The Problem of Analysis Illiteracy Among Users

I’ve worked on several "Big Data" products over the years. I’ve always inspired myself and others (or at least attempted to inspire others) with goal of helping regular people gain true insight from the hoards of data that their organizations collect. Not just data, but real, actionable insight.

But all the while I’ve known that it can be very difficult to offer real insight from data unless the problem is simplistic, or unless you unleash a PhD-credentialed data scientist on the task.

Deriving insight makes searching for a needle in a haystack seem trivial —- after all, you know ahead of time that you are looking for a needle. But to really gain insight to high level business questions like, “What factors drive sales?”, there are so many different avenues that you could explore. So instead of searching for a needle in a haystack, it’s more like you are searching for things that “seem interesting” in a whole bunch of haystacks. Except you shouldn’t restrict your search to the haystack –- it really could be anywhere in the entire field.
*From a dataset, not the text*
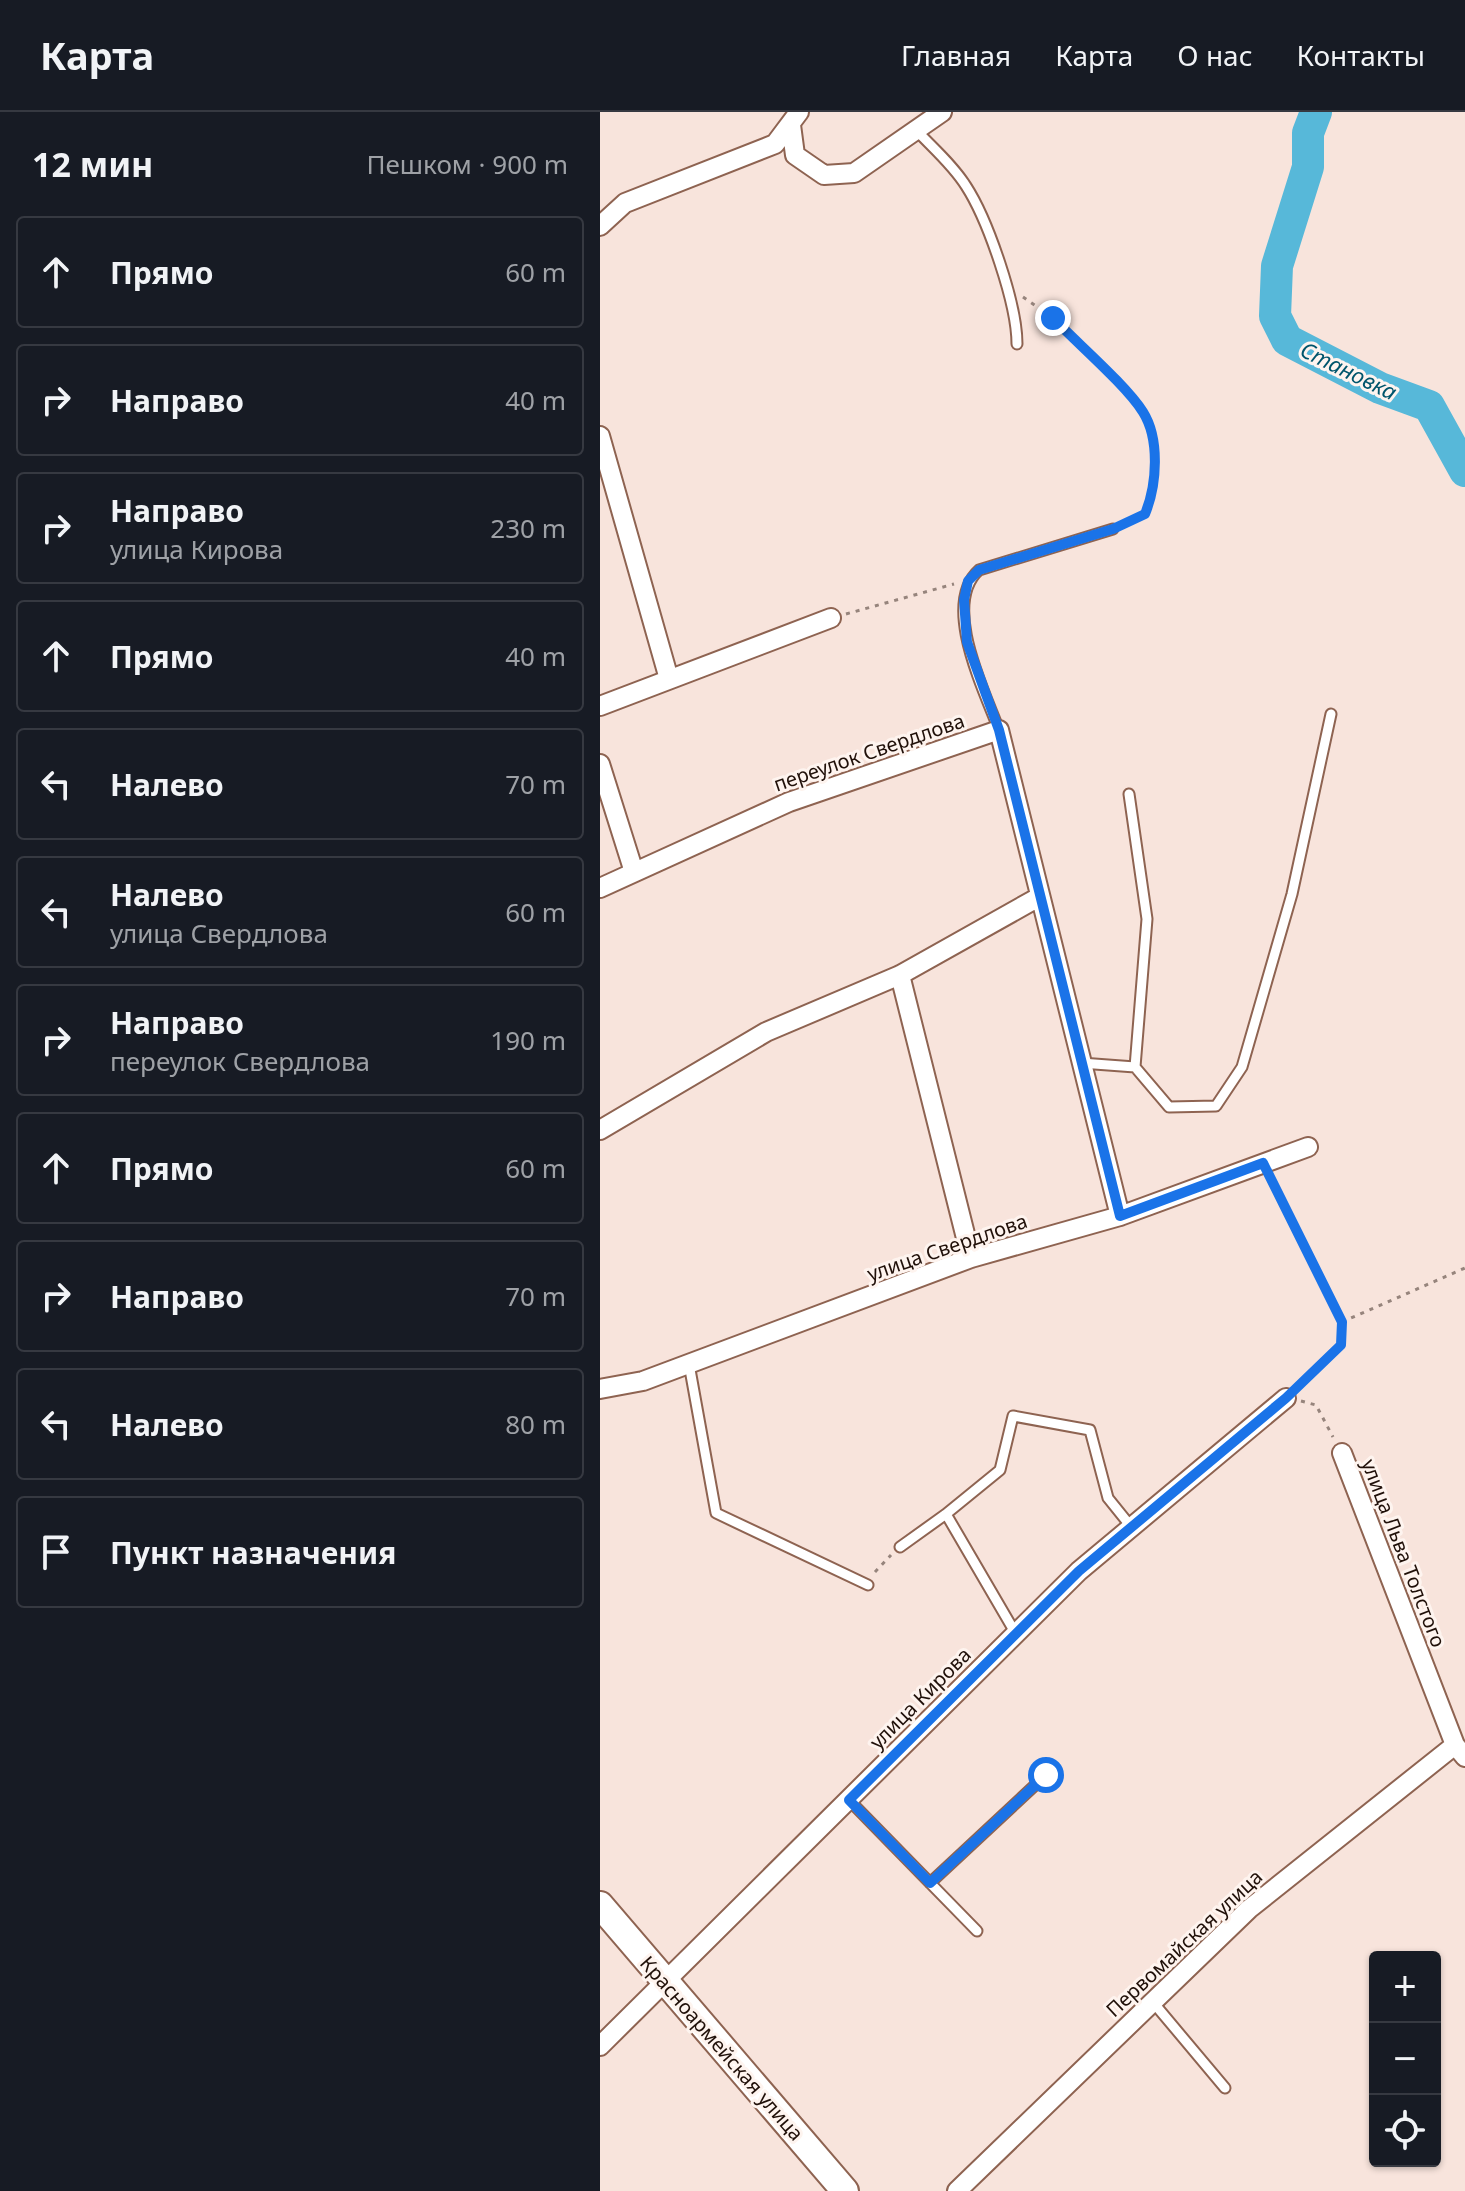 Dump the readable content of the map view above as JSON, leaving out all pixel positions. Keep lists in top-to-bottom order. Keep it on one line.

Oh yeah, and you also have to search the field in the dark with a flashlight.

The quagmire is that valuable, business insight usually requires answering a question that has not been asked before. But how to know what questions to ask, which might be fruitful? How to do the initial exploration of data to find the marketers/nuggets that ultimately lead to the new question and subsequent answer? How to use data snippets as inspiration for broader analysis?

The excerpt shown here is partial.